Re: [syzbot] [can?] KCSAN: data-race in bcm_can_tx / bcm_tx_setup (3)

[Date Prev][Date Next][Thread Prev][Thread Next][Date Index][Thread Index]

 



Hello Dmitry,

On 26.04.23 09:04, Dmitry Vyukov wrote:
On Tue, 25 Apr 2023 at 23:18, Oliver Hartkopp <socketcan@xxxxxxxxxxxx> wrote:

Hello Dmitry,

On 25.04.23 10:36, Dmitry Vyukov wrote:
On Tue, 25 Apr 2023 at 10:05, syzbot
<syzbot+e1786f049e71693263bf@xxxxxxxxxxxxxxxxxxxxxxxxx> wrote:

Hello,

syzbot found the following issue on:

HEAD commit:    1a0beef98b58 Merge tag 'tpmdd-v6.4-rc1' of git://git.kerne..
git tree:       upstream
console output: https://syzkaller.appspot.com/x/log.txt?x=1485f1dbc80000
kernel config:  https://syzkaller.appspot.com/x/.config?x=501f7c86f7a05a13
dashboard link: https://syzkaller.appspot.com/bug?extid=e1786f049e71693263bf
compiler:       Debian clang version 15.0.7, GNU ld (GNU Binutils for Debian) 2.35.2

Unfortunately, I don't have any reproducer for this issue yet.

Downloadable assets:
disk image: https://storage.googleapis.com/syzbot-assets/f06c11683242/disk-1a0beef9.raw.xz
vmlinux: https://storage.googleapis.com/syzbot-assets/5c0a1cd5a059/vmlinux-1a0beef9.xz
kernel image: https://storage.googleapis.com/syzbot-assets/e4c318183ce3/bzImage-1a0beef9.xz

IMPORTANT: if you fix the issue, please add the following tag to the commit:
Reported-by: syzbot+e1786f049e71693263bf@xxxxxxxxxxxxxxxxxxxxxxxxx

op->currframe and probably other op fields are concurrently
read/modified by both bcm_tx_setup() and bcm_can_tx().
If I am reading the code correctly, it can lead to a wide range of
misbehavior, e.g. sending wrong/uninit data, reading/writing data
out-of-bounds, etc.
I think these functions need to be somehow serialized (stopping timers
before doing any modifications to op?).

KCSAN has detected a very special case here:

The content of the CAN frames (in a running tx-job) has been altered and
the number of CAN frames has been reduced. (Increasing if the number of
CAN frames is not possible with an active tx-job/running hrtimer).

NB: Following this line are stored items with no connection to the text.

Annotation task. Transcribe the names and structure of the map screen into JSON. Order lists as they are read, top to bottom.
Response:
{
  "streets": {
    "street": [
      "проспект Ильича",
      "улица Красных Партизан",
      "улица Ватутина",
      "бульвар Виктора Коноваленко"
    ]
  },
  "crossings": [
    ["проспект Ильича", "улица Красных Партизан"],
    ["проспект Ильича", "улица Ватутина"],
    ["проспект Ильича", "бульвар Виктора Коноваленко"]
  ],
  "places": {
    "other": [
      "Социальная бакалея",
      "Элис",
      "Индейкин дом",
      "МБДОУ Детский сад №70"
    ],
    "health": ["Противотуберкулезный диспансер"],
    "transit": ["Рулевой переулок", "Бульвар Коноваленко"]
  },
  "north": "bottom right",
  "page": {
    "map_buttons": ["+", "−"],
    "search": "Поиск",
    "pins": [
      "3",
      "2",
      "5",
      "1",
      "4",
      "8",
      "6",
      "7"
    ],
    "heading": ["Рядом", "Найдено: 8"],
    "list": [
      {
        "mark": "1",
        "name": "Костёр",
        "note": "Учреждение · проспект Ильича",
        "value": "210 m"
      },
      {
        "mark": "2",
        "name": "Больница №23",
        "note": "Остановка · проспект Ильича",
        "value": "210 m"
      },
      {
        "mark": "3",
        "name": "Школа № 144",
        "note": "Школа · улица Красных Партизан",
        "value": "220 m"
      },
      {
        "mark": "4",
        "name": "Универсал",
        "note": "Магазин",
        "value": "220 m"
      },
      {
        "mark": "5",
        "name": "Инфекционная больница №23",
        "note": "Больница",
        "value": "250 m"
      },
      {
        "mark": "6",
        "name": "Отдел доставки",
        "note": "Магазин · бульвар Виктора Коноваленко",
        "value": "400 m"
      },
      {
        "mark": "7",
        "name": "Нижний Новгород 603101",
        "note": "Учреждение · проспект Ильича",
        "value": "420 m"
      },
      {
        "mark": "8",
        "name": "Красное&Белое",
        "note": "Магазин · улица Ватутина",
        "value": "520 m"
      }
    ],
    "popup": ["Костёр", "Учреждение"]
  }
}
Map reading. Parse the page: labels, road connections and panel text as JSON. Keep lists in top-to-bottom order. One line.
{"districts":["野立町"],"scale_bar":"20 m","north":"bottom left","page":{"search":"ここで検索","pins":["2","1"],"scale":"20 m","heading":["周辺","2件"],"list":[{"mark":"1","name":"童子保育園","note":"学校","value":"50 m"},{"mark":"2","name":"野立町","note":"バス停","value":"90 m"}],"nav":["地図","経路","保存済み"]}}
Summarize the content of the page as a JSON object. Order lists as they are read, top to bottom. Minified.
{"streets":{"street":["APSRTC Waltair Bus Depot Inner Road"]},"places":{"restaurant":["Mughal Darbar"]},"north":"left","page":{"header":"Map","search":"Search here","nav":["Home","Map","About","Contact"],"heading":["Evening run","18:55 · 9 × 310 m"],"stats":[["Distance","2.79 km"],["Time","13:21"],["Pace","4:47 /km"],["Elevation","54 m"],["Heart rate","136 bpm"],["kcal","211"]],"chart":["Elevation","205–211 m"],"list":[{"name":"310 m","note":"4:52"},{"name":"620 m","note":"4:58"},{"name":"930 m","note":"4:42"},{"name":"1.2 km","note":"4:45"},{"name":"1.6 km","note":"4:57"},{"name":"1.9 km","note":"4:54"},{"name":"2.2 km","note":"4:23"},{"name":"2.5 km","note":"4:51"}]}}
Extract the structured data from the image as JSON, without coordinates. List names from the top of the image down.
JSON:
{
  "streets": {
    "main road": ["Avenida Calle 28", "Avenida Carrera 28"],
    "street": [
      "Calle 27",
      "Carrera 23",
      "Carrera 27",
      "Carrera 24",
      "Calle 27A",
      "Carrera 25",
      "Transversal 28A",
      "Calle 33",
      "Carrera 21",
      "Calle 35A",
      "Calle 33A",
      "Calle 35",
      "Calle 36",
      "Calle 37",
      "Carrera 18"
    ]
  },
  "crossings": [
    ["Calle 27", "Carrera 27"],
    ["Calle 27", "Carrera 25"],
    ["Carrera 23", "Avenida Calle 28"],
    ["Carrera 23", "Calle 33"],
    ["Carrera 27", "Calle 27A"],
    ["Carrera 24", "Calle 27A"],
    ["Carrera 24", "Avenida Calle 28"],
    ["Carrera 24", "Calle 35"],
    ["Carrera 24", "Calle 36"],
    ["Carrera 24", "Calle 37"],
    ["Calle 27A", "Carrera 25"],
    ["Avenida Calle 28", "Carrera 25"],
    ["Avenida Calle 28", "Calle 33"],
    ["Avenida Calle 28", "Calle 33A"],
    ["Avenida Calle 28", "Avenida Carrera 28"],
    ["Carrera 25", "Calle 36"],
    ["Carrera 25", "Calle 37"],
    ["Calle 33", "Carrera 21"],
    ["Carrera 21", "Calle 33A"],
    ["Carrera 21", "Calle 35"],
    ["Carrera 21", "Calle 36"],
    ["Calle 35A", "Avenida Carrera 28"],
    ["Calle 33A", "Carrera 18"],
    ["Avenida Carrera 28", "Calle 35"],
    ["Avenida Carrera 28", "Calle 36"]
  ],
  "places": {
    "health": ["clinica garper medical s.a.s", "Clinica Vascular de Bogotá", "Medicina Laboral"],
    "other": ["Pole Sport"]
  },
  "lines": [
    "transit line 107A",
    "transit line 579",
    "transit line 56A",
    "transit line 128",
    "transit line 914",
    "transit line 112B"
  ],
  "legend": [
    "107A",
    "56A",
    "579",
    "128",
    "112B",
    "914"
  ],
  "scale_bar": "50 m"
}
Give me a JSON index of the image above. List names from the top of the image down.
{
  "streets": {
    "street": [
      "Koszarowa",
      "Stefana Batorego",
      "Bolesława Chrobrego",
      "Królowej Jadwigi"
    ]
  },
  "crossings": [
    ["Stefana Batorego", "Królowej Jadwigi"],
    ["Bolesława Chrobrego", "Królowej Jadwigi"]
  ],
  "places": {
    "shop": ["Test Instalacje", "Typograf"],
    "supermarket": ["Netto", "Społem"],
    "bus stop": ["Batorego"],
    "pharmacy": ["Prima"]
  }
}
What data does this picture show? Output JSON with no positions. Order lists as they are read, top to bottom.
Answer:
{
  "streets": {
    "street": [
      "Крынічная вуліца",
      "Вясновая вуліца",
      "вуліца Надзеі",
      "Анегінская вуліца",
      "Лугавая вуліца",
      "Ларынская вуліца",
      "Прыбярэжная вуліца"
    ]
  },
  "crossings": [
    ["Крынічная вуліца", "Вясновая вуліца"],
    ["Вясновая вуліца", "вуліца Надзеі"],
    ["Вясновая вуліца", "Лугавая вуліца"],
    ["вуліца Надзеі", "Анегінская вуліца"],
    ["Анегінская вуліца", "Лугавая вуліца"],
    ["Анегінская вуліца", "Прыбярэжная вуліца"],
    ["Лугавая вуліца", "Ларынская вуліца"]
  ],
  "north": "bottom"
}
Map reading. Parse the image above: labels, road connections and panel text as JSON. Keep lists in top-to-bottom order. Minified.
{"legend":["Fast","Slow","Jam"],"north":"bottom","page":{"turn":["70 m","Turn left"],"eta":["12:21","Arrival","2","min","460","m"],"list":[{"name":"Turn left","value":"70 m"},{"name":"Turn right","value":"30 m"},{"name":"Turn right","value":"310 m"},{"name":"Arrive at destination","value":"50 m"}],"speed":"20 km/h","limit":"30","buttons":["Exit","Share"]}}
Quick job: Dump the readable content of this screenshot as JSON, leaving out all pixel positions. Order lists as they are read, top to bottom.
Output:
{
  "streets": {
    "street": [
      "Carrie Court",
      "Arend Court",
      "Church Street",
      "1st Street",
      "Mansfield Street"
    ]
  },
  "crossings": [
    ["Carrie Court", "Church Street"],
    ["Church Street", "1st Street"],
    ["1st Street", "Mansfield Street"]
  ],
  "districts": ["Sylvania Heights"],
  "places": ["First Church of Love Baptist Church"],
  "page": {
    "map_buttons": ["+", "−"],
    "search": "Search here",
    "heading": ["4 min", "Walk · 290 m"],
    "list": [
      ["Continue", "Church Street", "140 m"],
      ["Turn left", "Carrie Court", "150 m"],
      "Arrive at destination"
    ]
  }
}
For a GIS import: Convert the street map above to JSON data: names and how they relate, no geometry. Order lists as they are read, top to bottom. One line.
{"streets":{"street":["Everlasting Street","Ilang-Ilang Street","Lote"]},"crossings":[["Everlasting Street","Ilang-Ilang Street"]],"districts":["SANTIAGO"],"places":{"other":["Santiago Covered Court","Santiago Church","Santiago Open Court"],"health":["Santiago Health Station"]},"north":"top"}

Or (alternatively) the TX_RESET_MULTI_IDX flag has been set.

In both cases op->currframe is set to zero to start the sequence of the
CAN frames in op->frames in the next(!) hrtimer execution.

So setting values in op->currframe to zero (as pointed out by KCSAN) is
always a good move.

When there would be a race between the op->currframe++ in bcm_can_tx()
and the test for
if (op->nframes != msg_head->nframes) in bcm_tx_setup() this would be
fixed with
if (op->currframe >= op->nframes) in bcm_can_tx().

But looking at the code again I'm not sure if we might /potentially/
lose the TX_RESET_MULTI_IDX feature when the unlocked op->currframe++ is
performed concurrently in bcm_can_tx().

So a short local locking around the op->currframe r/w operations in
bcm_can_tx() and bcm_tx_setup() would make sense IMO.

The code is intended to update CAN frame content (with a fixed
non-increasing length) lock-less on the fly and there should be no other
"wide range of misbehavior" cases here.

I will take a look and send a patch for the op->currframe locking.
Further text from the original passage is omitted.